Although the two women were no longer working together, each wanted to keep the relationship going. “We’re both mothers of three kids. We were more than colleagues. After I left, we became better friends,” said Bishop.
Over the next few months, Bishop mentioned that she might be interested in returning to 5W if the right opportunity became available. “I had to put it out there to see if there might be something to talk about,” she said.
The job Bishop left was already filled, but the company was growing quickly and Busch knew she’d be an asset. The women began to discuss what the right role for Bishop might look like.
“This was March of 2020; the pandemic had just started. No one knew what was next, so we put a pin in it,” said Busch.
By August of 2020, the women had it figured out. Soon after, Bishop rejoined 5W as a senior vice president and group director. She says she’s thrilled to be back and, by the way, she has something in common with three other members of 5W’s executive team — they’re all boomerang employees.
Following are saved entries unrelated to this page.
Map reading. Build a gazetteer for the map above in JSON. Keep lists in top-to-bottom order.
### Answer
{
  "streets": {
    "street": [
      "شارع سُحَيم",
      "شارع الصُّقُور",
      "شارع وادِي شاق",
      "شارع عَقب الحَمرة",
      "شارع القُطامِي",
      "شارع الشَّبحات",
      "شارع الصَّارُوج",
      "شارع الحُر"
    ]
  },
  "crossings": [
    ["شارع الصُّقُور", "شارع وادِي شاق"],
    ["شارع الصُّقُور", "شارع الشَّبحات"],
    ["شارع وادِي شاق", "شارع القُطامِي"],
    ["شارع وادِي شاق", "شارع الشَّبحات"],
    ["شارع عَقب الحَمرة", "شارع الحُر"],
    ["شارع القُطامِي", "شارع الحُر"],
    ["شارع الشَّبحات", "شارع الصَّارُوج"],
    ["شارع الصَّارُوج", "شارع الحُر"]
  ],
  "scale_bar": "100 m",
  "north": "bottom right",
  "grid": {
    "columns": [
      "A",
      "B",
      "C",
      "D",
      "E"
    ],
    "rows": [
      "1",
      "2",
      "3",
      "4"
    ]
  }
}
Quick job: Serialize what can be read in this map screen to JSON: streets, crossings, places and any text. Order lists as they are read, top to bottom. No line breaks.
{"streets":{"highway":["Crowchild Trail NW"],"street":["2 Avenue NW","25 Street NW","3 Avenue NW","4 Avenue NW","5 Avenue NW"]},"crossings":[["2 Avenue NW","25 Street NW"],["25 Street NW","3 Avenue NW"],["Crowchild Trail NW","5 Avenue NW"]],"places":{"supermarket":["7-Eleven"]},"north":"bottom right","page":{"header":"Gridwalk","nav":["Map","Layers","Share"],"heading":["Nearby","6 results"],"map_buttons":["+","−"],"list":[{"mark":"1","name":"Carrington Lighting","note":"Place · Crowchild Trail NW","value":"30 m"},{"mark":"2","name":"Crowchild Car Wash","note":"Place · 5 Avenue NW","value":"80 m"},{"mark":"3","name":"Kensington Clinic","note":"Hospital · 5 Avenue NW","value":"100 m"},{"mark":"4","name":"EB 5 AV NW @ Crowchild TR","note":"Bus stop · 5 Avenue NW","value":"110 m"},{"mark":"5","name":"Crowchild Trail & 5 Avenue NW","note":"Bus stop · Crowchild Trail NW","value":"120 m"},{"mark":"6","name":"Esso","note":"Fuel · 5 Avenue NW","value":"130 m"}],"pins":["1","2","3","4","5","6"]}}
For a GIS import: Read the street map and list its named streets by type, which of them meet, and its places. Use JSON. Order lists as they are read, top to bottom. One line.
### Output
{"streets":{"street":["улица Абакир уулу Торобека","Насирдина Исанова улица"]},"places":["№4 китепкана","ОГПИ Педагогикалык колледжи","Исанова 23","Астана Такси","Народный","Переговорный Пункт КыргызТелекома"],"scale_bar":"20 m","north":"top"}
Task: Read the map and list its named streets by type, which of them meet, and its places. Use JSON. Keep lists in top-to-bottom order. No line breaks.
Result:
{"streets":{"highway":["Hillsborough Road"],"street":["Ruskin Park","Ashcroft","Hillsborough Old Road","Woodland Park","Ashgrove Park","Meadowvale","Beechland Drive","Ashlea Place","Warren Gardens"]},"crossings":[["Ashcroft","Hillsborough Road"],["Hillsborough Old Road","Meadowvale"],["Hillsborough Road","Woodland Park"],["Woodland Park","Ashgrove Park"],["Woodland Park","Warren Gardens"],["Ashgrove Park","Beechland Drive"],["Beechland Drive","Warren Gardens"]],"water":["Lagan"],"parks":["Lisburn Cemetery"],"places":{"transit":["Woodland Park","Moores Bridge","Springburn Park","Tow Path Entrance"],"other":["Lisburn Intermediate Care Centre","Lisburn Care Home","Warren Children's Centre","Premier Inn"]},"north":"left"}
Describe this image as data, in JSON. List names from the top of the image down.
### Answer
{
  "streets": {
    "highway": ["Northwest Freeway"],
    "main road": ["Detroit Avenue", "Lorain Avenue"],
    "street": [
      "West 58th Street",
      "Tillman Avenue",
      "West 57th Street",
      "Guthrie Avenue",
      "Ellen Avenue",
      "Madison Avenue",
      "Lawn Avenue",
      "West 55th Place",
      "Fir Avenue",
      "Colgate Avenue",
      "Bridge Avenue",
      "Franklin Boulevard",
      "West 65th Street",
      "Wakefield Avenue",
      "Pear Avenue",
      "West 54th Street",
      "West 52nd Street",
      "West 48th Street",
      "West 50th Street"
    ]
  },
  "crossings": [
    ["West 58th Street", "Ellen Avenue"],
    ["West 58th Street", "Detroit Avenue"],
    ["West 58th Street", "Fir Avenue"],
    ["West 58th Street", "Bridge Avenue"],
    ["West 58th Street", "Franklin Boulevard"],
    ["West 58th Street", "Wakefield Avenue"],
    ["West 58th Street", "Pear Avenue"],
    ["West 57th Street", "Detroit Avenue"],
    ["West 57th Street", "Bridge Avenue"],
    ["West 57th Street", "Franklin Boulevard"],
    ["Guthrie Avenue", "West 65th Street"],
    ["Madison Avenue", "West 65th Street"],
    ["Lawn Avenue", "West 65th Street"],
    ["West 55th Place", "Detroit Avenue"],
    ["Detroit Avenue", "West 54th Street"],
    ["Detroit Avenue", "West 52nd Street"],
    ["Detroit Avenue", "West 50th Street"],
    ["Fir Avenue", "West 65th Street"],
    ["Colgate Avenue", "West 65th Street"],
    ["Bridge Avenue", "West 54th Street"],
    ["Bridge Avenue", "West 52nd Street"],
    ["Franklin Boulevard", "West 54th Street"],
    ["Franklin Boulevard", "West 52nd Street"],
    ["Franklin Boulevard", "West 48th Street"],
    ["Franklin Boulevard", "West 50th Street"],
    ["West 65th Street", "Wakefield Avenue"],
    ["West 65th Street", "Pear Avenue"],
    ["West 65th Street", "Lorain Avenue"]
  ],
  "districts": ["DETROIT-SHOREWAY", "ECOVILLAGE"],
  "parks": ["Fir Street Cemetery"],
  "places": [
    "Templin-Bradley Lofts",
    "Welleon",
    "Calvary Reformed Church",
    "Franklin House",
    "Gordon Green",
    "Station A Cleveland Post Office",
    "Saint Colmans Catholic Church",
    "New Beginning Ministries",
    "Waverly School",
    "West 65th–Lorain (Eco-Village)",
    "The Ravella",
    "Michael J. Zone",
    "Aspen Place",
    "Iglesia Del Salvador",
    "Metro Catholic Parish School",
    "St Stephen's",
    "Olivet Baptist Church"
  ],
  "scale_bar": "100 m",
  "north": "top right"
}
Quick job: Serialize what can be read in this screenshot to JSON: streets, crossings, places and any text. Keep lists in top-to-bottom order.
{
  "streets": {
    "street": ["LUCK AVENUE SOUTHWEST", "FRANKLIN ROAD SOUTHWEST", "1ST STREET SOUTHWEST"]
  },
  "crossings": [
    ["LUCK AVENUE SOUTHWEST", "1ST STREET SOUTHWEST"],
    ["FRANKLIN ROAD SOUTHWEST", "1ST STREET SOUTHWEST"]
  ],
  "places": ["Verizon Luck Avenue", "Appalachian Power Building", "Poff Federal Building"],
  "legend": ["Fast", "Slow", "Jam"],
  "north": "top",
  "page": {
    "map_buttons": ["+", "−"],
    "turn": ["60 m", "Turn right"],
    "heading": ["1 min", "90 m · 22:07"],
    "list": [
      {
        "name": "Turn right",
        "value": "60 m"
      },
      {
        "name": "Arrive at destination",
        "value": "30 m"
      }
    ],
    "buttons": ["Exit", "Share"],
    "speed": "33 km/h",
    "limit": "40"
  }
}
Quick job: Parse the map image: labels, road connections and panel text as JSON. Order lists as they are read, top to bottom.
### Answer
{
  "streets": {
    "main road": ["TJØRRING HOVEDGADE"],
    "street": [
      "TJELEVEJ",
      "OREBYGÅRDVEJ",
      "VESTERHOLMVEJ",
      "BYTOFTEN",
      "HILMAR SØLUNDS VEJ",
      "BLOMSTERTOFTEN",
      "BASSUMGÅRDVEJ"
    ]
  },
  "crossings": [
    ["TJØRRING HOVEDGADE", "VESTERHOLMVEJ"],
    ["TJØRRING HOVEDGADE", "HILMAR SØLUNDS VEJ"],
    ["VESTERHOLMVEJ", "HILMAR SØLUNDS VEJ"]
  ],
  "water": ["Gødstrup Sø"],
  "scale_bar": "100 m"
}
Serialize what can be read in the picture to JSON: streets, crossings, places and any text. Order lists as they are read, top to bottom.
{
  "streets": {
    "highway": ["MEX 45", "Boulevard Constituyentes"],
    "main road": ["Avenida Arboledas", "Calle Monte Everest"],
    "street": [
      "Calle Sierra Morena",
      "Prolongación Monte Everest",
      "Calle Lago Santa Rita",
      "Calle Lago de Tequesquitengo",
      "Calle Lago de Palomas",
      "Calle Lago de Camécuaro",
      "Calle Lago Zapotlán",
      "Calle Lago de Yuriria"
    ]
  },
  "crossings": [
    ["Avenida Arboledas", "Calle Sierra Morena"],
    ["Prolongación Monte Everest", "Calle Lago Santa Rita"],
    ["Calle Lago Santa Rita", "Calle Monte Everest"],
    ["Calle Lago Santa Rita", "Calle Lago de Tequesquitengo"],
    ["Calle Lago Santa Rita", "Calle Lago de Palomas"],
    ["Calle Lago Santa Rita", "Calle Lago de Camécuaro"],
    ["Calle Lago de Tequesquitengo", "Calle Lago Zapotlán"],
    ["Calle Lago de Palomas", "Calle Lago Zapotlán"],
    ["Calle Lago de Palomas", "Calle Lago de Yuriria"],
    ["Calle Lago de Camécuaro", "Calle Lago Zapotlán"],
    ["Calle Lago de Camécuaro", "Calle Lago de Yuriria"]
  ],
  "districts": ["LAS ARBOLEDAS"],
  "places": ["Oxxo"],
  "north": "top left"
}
Wouldn’t it be better if Busch kept them from leaving in the first place? “No,” she said, noting that her employees are some of the best in the field, highly desirable recruits and that great opportunities will be put in front of them.
“If you want to leave, we set you free. If you come back, you return with renewed passion,” said Busch.
Bishop explained why: “Sometimes you have to go see something else to fully appreciate what you have.”